I recently read three old detective mysteries in a row, starting with the hardest boiled, Mickey Spillane’s I, The Jury. The plot wasn’t bad, it was a page-turner. It went a little overboard with the gratuitous violence: the private eye would beat up anyone who looked at him funny, and get away with it. He was out of control. Anyway, worth reading for the experience and comparison with other styles.
Then I read The Ferguson Affair by Ross MacDonald. This was more medium boiled. Also well-plotted, except for a couple contrivances near the end. I’ve read one of his earlier mysteries and liked it, and this did not change my opinion. I don’t think you can go wrong with any Ross MacDonald mystery.

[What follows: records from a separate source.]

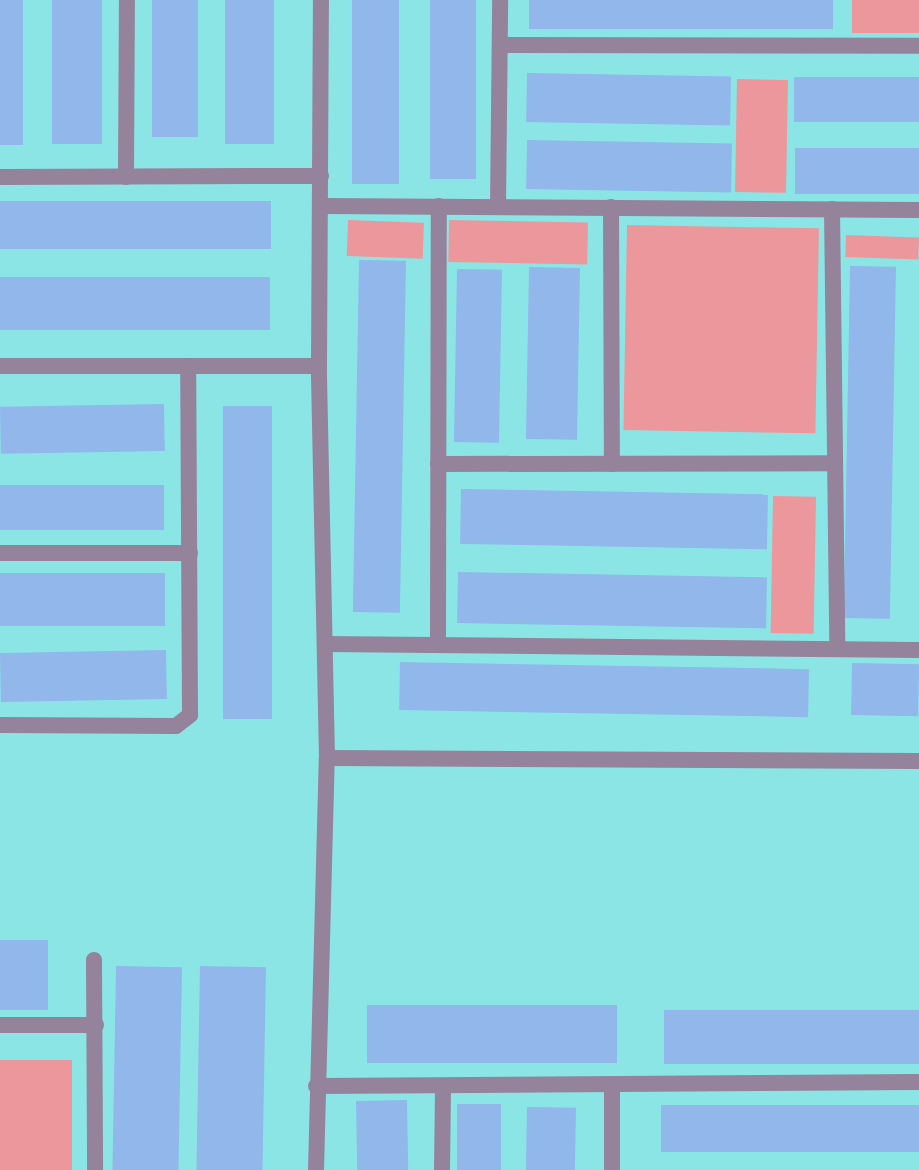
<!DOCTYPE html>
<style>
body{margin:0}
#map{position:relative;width:919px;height:1170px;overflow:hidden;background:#8ce5e5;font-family:"Alegreya Sans",sans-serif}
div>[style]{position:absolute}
.green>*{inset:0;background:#ec979c;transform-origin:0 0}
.building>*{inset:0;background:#91b7eb;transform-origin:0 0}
.street>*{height:16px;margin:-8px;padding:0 8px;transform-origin:8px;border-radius:8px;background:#94839a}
span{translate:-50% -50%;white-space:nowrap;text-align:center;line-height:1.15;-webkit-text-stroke:7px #99f2f2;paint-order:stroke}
</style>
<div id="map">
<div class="green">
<i style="left:852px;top:0;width:67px;height:33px"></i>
<i style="left:737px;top:79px;width:51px;height:113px;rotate:1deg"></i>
<i style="left:348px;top:220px;width:76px;height:36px;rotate:2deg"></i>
<i style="left:449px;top:220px;width:139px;height:42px;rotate:1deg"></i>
<i style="left:627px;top:225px;width:192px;height:205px;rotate:1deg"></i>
<i style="left:846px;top:235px;width:73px;height:22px;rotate:2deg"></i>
<i style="left:773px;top:496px;width:43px;height:137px;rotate:1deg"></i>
<i style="left:0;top:1060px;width:72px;height:110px"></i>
</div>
<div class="building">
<i style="left:0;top:0;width:23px;height:145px"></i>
<i style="left:52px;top:0;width:50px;height:144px"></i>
<i style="left:152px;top:0;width:46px;height:137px"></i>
<i style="left:225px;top:0;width:49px;height:144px"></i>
<i style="left:352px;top:0;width:47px;height:184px"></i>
<i style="left:430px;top:0;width:46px;height:179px"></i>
<i style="left:529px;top:0;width:304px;height:29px"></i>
<i style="left:527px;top:73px;width:204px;height:49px;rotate:1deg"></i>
<i style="left:794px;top:77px;width:125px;height:45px"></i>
<i style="left:527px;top:140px;width:205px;height:49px;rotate:1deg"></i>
<i style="left:795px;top:148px;width:124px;height:46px"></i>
<i style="left:0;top:201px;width:271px;height:48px"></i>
<i style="left:359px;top:260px;width:47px;height:352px;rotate:1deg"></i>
<i style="left:850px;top:266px;width:46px;height:352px;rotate:1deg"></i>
<i style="left:529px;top:267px;width:51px;height:172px;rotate:1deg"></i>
<i style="left:457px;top:269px;width:45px;height:173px;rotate:1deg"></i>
<i style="left:270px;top:277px;width:53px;height:270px;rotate:90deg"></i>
<i style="left:164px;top:404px;width:47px;height:164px;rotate:89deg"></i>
<i style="left:223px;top:406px;width:49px;height:313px"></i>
<i style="left:0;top:485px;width:164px;height:45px"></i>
<i style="left:461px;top:489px;width:307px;height:55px;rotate:1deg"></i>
<i style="left:458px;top:572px;width:309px;height:51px;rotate:1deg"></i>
<i style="left:0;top:573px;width:165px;height:53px"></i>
<i style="left:166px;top:650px;width:49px;height:166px;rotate:89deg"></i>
<i style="left:400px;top:662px;width:409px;height:48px;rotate:1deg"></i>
<i style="left:852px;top:663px;width:67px;height:52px;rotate:1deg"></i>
<i style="left:0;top:940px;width:48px;height:70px"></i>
<i style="left:116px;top:966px;width:66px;height:204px;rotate:1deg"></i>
<i style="left:200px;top:966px;width:66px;height:204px;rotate:1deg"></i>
<i style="left:367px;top:1005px;width:250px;height:58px"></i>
<i style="left:664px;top:1010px;width:255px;height:54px"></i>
<i style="left:407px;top:1100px;width:70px;height:51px;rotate:89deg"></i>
<i style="left:457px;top:1104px;width:44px;height:66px"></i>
<i style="left:661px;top:1105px;width:258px;height:47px"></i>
<i style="left:527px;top:1107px;width:49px;height:63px;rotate:1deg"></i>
</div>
<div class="street">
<i style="left:501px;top:45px;width:418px;rotate:0.1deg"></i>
<i style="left:0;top:177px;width:321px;rotate:-0.2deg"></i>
<i style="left:126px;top:177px;width:177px;rotate:-89.7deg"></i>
<i style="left:322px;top:206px;width:597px;rotate:0.38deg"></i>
<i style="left:498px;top:207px;width:207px;rotate:-89.4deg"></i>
<i style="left:611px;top:207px;width:257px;rotate:89.8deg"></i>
<i style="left:832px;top:209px;width:440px;rotate:89.3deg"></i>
<i style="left:0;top:366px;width:319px"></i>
<i style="left:438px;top:464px;width:397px;rotate:-0.1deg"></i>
<i style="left:0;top:553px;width:190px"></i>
<i style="left:325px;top:644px;width:594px;rotate:0.58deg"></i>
<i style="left:438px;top:645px;width:439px;rotate:-89.9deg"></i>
<i style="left:0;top:725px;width:176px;rotate:0.3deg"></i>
<i style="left:176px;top:726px;width:18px;rotate:-38deg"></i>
<i style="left:190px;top:715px;width:348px;rotate:-90.3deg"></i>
<i style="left:327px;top:758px;width:592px;rotate:0.29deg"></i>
<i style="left:94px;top:960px;width:210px;rotate:89.7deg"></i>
<i style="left:0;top:1025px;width:96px"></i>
<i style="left:316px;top:1086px;width:603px;rotate:-0.38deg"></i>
<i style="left:316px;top:1170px;width:412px;rotate:-88.5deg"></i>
<i style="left:327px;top:758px;width:392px;rotate:-91.2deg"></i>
<i style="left:319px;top:366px;width:366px;rotate:-89.7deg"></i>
<i style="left:442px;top:1170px;width:83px;rotate:-89.3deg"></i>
<i style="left:612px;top:1170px;width:83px;rotate:-90deg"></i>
</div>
</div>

Finally I read The Spanish Cape Mystery by Ellery Queen. The softest boiled style of the three, in fact the style is quite formal and literary. It is rife with literary allusions to Greek mythology, Shakespeare, and many other classic writers and philosophers. It is stimulating and witty. The most interesting device is that Ellery Queen himself, in the role of private detective, is the protagonist of the story! That device works very well, adds a lot of charm. This was my favorite of the three novels, it was utterly spellbinding, and I will go back to the library for more Ellery Queen very soon. Enjoy!
Chuck – As you know, I’m a huge mystery fan. Of the 3 you mention, I prefer Ross MacDonald. I also love John D. MacDonald (probably no relation, but I’m not sure). At one time, I had read all of John D. MacDonald’s books. I don’t know if he’s still alive and writing, but I doubt it. I like your comparison. I guess I prefer medium-boiled. If you haven’t read any John D. MacDonald, you definitely should, preferably the Travis McGee series. Travis is a unique combination of hard and soft-boiled. I guess that would make him medium-boiled as well..
Pat – When I’m at the library I’ll look for John D. MacDonald, I’m anxious to read him. So many books, so little time!